HostAgentProcessor Overview
The HostAgentProcessor extends ProcessorTemplate and serves as the main orchestrator for HostAgent workflows:
class HostAgentProcessor(ProcessorTemplate):
"""
Enhanced processor for Host Agent with comprehensive functionality.
Manages the complete workflow including:
- Desktop environment analysis and screenshot capture
- Application window detection and registration
- Third-party agent integration and management
- LLM-based decision making with context-aware prompting
- Action execution including application selection and command dispatch
- Memory management with detailed logging and state tracking
"""
processor_context_class = HostAgentProcessorContext
def __init__(self, agent: "HostAgent", global_context: Context):
super().__init__(agent, global_context)
Strategy Registration
During initialization, HostAgentProcessor._setup_strategies() registers all four processing strategies:
def _setup_strategies(self) -> None:
"""Configure processing strategies with error handling and logging."""
# Phase 1: Desktop data collection (critical - fail_fast=True)
self.strategies[ProcessingPhase.DATA_COLLECTION] = (
DesktopDataCollectionStrategy(
fail_fast=True # Desktop data collection is critical
)
)
# Phase 2: LLM interaction (critical - fail_fast=True)

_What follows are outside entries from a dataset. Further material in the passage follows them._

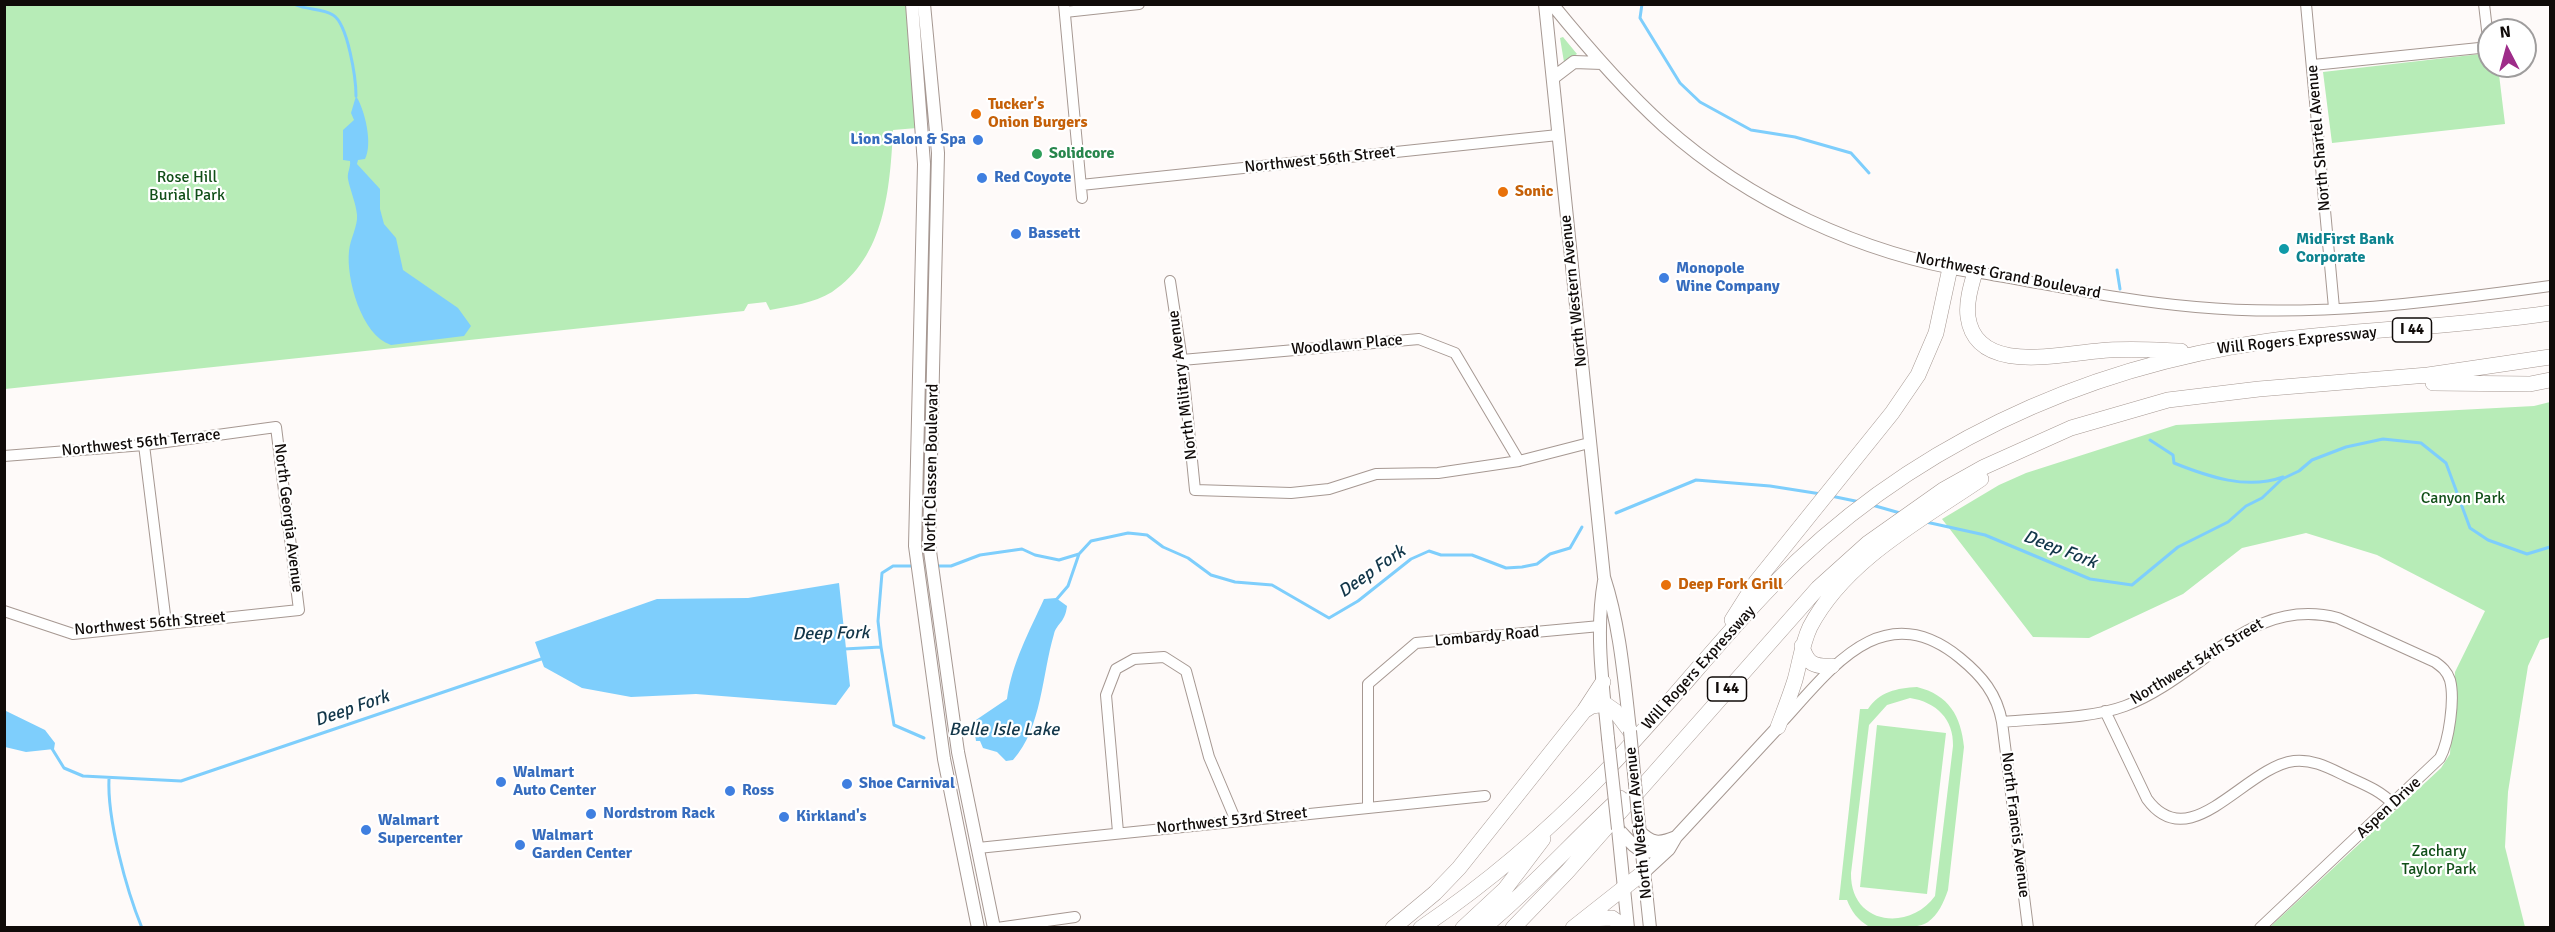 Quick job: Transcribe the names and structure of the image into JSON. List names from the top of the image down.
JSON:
{
  "streets": {
    "highway": ["I 44", "Will Rogers Expressway"],
    "main road": ["Northwest Grand Boulevard", "North Western Avenue", "North Classen Boulevard"],
    "street": [
      "North Shartel Avenue",
      "Northwest 56th Street",
      "Woodlawn Place",
      "North Military Avenue",
      "Northwest 56th Terrace",
      "North Georgia Avenue",
      "Lombardy Road",
      "Northwest 54th Street",
      "Aspen Drive",
      "Northwest 53rd Street",
      "North Francis Avenue"
    ]
  },
  "crossings": [
    ["North Shartel Avenue", "Northwest Grand Boulevard"],
    ["Northwest 56th Street", "North Western Avenue"],
    ["Northwest 56th Street", "North Georgia Avenue"],
    ["North Western Avenue", "Lombardy Road"],
    ["Woodlawn Place", "North Military Avenue"],
    ["Northwest 56th Terrace", "North Georgia Avenue"],
    ["North Classen Boulevard", "Northwest 53rd Street"],
    ["Lombardy Road", "Northwest 53rd Street"],
    ["Northwest 54th Street", "Aspen Drive"],
    ["Northwest 54th Street", "North Francis Avenue"]
  ],
  "water": ["Deep Fork", "Belle Isle Lake"],
  "parks": ["Rose Hill Burial Park", "Canyon Park", "Zachary Taylor Park"],
  "places": [
    "Tucker's Onion Burgers",
    "Lion Salon & Spa",
    "Solidcore",
    "Red Coyote",
    "Sonic",
    "Bassett",
    "MidFirst Bank Corporate",
    "Monopole Wine Company",
    "Deep Fork Grill",
    "Walmart Auto Center",
    "Shoe Carnival",
    "Ross",
    "Nordstrom Rack",
    "Kirkland's",
    "Walmart Supercenter",
    "Walmart Garden Center"
  ],
  "north": "top"
}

self.strategies[ProcessingPhase.LLM_INTERACTION] = (
HostLLMInteractionStrategy(
fail_fast=True # LLM failure should trigger recovery
)
)
# Phase 3: Action execution (graceful - fail_fast=False)

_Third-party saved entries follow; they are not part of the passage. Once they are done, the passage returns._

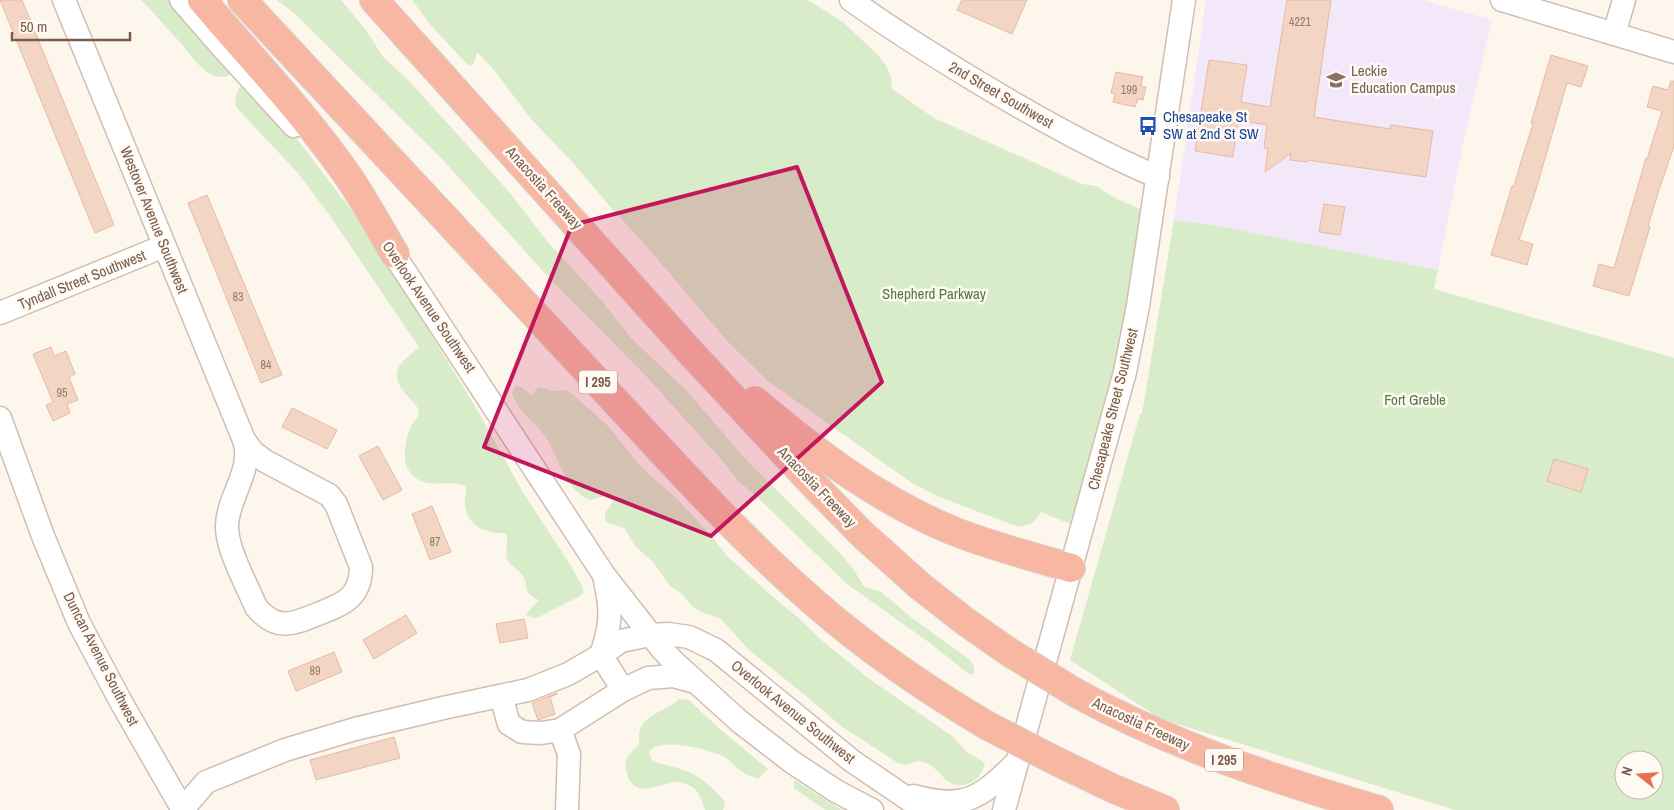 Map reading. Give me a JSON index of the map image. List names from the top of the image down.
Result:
{
  "streets": {
    "highway": ["Anacostia Freeway", "I 295"],
    "street": [
      "2nd Street Southwest",
      "Westover Avenue Southwest",
      "Tyndall Street Southwest",
      "Overlook Avenue Southwest",
      "Chesapeake Street Southwest",
      "Duncan Avenue Southwest"
    ]
  },
  "crossings": [
    ["2nd Street Southwest", "Chesapeake Street Southwest"],
    ["Westover Avenue Southwest", "Tyndall Street Southwest"]
  ],
  "parks": ["Shepherd Parkway", "Fort Greble"],
  "places": {
    "school or university": ["Leckie Education Campus"],
    "bus stop": ["Chesapeake St SW at 2nd St SW"]
  },
  "house_numbers": [
    "4221",
    "199",
    "83",
    "84",
    "95",
    "87",
    "89"
  ],
  "scale_bar": "50 m",
  "north": "left"
} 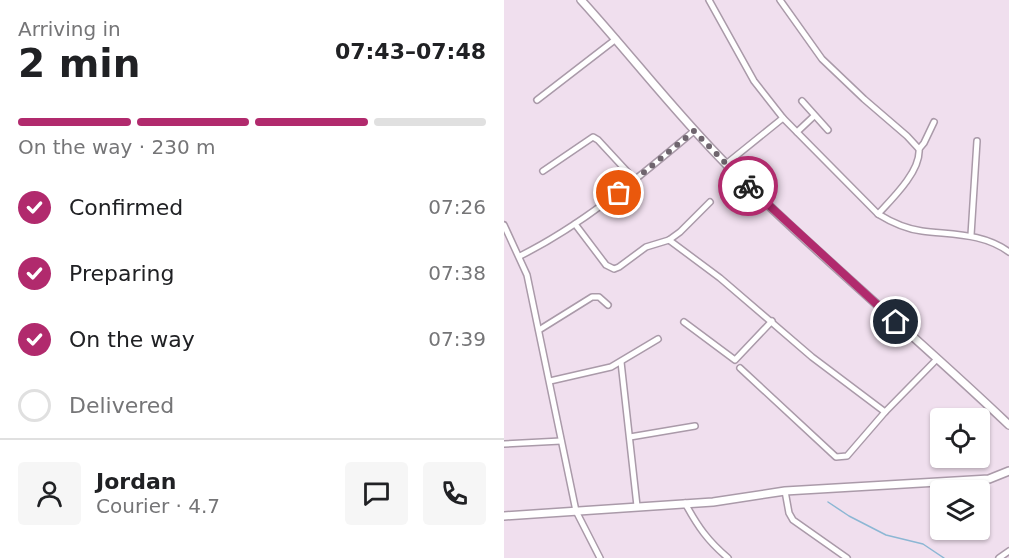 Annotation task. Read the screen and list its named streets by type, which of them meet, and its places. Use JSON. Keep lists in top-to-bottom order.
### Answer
{
  "page": {
    "heading": ["2 min", "Arriving in", "07:43–07:48"],
    "panel": ["Jordan", "Courier · 4.7"],
    "bar": "On the way · 230 m",
    "list": [
      ["Confirmed", "07:26"],
      ["Preparing", "07:38"],
      ["On the way", "07:39"],
      "Delivered"
    ]
  }
}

self.strategies[ProcessingPhase.ACTION_EXECUTION] = (
HostActionExecutionStrategy(
fail_fast=False # Action failures can be handled gracefully
)
)
# Phase 4: Memory update (graceful - fail_fast=False)

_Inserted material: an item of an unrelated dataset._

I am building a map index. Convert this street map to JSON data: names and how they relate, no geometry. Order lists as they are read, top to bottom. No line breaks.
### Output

self.strategies[ProcessingPhase.MEMORY_UPDATE] = (
HostMemoryUpdateStrategy(
fail_fast=False # Memory update failures shouldn't stop process
)
)
| Phase | Strategy Class | fail_fast | Rationale |
|---|---|---|---|
| DATA_COLLECTION | DesktopDataCollectionStrategy |
✓ True | Desktop screenshot and window info are critical for LLM context |
| LLM_INTERACTION | HostLLMInteractionStrategy |
✓ True | LLM response failure requires immediate recovery mechanism |
| ACTION_EXECUTION | HostActionExecutionStrategy |
✗ False | Action failures can be gracefully handled and reported |
| MEMORY_UPDATE | HostMemoryUpdateStrategy |
✗ False | Memory failures shouldn't block the main execution flow |
Fail-Fast vs Graceful:
The fail_fast parameter controls error propagation behavior:
- fail_fast=True: Errors immediately halt the pipeline and trigger recovery (used for critical phases)
- fail_fast=False: Errors are logged but don't stop execution (used for non-critical phases)
Middleware Configuration
The processor also configures specialized logging middleware:
def _setup_middleware(self) -> None:
"""Set up enhanced middleware chain with comprehensive monitoring."""
self.middleware_chain = [
HostAgentLoggingMiddleware(), # Specialized logging for Host Agent
]
HostAgentLoggingMiddleware provides:
- Round and step progress tracking
- Rich Panel displays with color coding
- Application selection logging
- Detailed error context reporting
Processing Pipeline Architecture
Each phase is implemented as a separate strategy class inheriting from BaseProcessingStrategy. Strategies declare their dependencies and outputs using @depends_on and @provides decorators for automatic data flow management.
Phase 1: DATA_COLLECTION
Strategy: DesktopDataCollectionStrategy
Purpose: Gather comprehensive desktop environment context for LLM decision making.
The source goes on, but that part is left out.